====== Supplied data

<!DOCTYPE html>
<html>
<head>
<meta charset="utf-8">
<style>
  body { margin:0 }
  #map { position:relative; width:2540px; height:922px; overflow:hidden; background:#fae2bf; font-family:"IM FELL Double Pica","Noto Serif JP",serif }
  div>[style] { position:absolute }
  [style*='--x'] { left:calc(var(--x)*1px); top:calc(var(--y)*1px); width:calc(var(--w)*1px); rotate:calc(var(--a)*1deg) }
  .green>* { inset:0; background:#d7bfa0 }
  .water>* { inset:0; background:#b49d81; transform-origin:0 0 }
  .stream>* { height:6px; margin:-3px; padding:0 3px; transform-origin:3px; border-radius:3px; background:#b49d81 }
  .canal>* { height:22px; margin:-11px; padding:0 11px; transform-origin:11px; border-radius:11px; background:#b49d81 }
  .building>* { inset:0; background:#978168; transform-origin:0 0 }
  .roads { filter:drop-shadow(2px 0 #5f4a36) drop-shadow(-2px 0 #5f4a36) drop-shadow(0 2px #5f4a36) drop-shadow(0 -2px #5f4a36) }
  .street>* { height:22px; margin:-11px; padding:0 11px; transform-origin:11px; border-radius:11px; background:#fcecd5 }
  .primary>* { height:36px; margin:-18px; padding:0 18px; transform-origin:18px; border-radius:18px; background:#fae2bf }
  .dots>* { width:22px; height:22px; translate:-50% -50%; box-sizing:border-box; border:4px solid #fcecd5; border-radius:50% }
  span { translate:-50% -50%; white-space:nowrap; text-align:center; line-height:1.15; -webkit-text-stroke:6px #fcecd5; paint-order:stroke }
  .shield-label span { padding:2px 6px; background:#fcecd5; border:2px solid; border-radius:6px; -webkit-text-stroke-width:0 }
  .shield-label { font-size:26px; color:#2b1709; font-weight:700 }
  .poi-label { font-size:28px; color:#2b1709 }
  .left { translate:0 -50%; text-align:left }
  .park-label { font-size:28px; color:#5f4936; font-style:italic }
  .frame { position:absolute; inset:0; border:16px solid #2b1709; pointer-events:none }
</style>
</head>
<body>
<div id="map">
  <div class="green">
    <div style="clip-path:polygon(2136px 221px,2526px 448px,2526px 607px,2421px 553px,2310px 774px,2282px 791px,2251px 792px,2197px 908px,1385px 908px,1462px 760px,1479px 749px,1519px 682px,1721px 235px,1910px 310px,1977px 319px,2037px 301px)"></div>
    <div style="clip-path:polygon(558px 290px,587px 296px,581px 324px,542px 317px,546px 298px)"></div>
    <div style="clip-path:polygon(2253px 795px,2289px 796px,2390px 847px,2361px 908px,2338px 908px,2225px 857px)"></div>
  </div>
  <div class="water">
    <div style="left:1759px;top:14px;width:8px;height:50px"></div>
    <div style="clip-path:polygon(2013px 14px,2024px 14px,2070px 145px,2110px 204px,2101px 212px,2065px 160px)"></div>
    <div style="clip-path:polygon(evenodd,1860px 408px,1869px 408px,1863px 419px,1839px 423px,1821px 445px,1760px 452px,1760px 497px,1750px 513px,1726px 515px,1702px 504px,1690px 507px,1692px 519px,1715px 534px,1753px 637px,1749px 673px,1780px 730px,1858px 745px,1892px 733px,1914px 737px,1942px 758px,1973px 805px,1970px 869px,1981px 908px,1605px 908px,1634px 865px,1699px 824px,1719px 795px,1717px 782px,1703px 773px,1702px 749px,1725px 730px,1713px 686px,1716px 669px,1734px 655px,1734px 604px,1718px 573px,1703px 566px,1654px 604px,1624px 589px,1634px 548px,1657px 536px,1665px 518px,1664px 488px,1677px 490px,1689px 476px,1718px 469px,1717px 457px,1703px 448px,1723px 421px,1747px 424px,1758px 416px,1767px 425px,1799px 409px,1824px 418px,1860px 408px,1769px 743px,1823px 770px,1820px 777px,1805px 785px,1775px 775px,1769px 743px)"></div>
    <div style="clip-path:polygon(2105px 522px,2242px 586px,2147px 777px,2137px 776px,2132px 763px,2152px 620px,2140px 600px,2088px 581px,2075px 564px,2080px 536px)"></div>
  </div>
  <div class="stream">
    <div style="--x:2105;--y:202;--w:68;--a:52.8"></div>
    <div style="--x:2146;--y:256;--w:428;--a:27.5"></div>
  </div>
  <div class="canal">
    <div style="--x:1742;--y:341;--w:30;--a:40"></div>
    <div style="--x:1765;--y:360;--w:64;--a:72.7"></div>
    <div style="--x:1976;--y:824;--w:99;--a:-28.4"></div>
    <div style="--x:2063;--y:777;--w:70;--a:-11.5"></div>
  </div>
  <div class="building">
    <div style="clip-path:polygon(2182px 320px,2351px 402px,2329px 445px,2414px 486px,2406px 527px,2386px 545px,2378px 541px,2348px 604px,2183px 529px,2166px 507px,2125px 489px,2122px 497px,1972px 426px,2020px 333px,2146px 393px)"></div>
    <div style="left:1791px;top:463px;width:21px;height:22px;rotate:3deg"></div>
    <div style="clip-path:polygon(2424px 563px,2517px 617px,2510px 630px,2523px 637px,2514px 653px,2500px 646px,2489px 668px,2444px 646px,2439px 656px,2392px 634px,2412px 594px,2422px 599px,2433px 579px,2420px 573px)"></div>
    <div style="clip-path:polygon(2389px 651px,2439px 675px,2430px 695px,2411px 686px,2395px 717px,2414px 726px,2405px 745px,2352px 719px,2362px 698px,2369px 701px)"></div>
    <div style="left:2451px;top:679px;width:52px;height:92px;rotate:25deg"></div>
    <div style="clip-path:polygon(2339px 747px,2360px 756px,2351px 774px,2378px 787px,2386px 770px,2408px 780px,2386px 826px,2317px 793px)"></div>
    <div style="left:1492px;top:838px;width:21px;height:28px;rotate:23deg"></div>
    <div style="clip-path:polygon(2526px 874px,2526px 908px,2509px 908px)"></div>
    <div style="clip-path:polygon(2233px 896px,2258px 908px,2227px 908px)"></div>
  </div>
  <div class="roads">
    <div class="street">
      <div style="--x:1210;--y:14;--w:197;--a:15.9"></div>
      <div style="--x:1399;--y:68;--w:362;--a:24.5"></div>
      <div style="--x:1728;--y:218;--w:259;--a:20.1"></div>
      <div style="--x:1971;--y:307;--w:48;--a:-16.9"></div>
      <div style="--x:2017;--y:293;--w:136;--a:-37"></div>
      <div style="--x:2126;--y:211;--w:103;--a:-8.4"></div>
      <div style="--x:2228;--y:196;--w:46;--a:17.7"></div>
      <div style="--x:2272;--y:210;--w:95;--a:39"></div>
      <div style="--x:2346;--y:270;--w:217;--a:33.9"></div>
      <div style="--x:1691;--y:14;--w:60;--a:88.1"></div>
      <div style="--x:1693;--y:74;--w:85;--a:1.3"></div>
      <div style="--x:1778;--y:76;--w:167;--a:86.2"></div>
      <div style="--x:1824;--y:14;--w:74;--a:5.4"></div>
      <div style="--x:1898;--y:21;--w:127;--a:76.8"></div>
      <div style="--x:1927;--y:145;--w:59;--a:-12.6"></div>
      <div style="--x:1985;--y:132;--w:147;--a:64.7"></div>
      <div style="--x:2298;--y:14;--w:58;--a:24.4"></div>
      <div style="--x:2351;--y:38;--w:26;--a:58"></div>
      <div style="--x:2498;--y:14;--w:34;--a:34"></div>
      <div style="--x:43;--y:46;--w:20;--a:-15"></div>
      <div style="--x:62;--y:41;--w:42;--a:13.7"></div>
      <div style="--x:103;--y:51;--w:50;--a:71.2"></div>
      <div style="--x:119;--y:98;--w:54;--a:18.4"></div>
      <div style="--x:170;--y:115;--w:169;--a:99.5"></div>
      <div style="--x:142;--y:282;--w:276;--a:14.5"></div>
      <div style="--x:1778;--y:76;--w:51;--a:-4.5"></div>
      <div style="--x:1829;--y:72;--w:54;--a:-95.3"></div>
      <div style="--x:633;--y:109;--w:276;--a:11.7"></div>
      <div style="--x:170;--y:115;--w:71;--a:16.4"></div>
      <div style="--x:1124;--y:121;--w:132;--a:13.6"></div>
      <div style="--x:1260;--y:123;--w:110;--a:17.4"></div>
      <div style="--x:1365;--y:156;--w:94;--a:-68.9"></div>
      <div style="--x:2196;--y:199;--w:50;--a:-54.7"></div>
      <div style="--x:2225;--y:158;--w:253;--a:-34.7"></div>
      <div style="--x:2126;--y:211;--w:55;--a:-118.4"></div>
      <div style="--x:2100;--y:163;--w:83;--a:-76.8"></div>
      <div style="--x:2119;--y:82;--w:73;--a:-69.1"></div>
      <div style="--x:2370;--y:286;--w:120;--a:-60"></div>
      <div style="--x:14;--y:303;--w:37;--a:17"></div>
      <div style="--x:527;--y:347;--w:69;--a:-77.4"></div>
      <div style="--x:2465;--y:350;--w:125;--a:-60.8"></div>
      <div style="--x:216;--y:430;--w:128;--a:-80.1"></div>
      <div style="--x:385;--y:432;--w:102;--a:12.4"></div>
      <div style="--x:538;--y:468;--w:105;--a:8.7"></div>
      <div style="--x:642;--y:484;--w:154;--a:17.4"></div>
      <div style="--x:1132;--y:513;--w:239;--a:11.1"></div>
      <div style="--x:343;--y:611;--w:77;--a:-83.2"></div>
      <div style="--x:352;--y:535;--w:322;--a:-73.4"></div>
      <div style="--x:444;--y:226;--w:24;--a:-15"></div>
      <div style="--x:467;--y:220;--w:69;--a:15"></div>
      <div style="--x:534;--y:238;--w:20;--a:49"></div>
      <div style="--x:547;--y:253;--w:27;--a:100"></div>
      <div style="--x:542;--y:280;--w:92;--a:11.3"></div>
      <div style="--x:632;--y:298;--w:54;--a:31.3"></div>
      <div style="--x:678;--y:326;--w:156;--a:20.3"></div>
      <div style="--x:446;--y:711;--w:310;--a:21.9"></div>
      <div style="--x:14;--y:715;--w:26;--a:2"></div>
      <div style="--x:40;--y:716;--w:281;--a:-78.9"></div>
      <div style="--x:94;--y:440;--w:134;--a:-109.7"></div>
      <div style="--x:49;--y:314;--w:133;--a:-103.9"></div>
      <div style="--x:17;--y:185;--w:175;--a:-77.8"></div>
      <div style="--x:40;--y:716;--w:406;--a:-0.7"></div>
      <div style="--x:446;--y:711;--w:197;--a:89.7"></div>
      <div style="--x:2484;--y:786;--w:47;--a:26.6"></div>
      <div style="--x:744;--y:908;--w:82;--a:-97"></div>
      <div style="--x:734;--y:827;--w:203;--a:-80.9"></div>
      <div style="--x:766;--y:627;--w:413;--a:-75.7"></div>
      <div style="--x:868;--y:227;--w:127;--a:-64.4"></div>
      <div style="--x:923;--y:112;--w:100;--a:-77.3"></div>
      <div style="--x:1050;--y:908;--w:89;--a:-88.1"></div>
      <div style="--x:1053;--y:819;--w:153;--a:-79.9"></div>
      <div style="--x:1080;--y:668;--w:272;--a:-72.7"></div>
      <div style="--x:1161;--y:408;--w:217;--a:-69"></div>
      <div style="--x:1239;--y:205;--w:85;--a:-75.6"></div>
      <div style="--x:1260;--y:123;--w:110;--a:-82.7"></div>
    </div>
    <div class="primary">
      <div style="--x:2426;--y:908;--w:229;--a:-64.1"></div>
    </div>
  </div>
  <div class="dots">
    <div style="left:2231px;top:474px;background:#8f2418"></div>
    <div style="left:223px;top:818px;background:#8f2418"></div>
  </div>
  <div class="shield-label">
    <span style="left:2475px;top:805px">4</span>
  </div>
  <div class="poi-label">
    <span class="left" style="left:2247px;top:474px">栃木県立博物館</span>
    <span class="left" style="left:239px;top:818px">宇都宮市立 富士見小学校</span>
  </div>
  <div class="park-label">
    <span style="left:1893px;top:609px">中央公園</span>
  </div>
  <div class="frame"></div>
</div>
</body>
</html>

============

### Work request
Beginning of the records through the line with "width:22px; height:22px; translate:-50%": return that span exactly and stop there.

### Task result
<!DOCTYPE html>
<html>
<head>
<meta charset="utf-8">
<style>
  body { margin:0 }
  #map { position:relative; width:2540px; height:922px; overflow:hidden; background:#fae2bf; font-family:"IM FELL Double Pica","Noto Serif JP",serif }
  div>[style] { position:absolute }
  [style*='--x'] { left:calc(var(--x)*1px); top:calc(var(--y)*1px); width:calc(var(--w)*1px); rotate:calc(var(--a)*1deg) }
  .green>* { inset:0; background:#d7bfa0 }
  .water>* { inset:0; background:#b49d81; transform-origin:0 0 }
  .stream>* { height:6px; margin:-3px; padding:0 3px; transform-origin:3px; border-radius:3px; background:#b49d81 }
  .canal>* { height:22px; margin:-11px; padding:0 11px; transform-origin:11px; border-radius:11px; background:#b49d81 }
  .building>* { inset:0; background:#978168; transform-origin:0 0 }
  .roads { filter:drop-shadow(2px 0 #5f4a36) drop-shadow(-2px 0 #5f4a36) drop-shadow(0 2px #5f4a36) drop-shadow(0 -2px #5f4a36) }
  .street>* { height:22px; margin:-11px; padding:0 11px; transform-origin:11px; border-radius:11px; background:#fcecd5 }
  .primary>* { height:36px; margin:-18px; padding:0 18px; transform-origin:18px; border-radius:18px; background:#fae2bf }
  .dots>* { width:22px; height:22px; translate:-50% -50%; box-sizing:border-box; border:4px solid #fcecd5; border-radius:50% }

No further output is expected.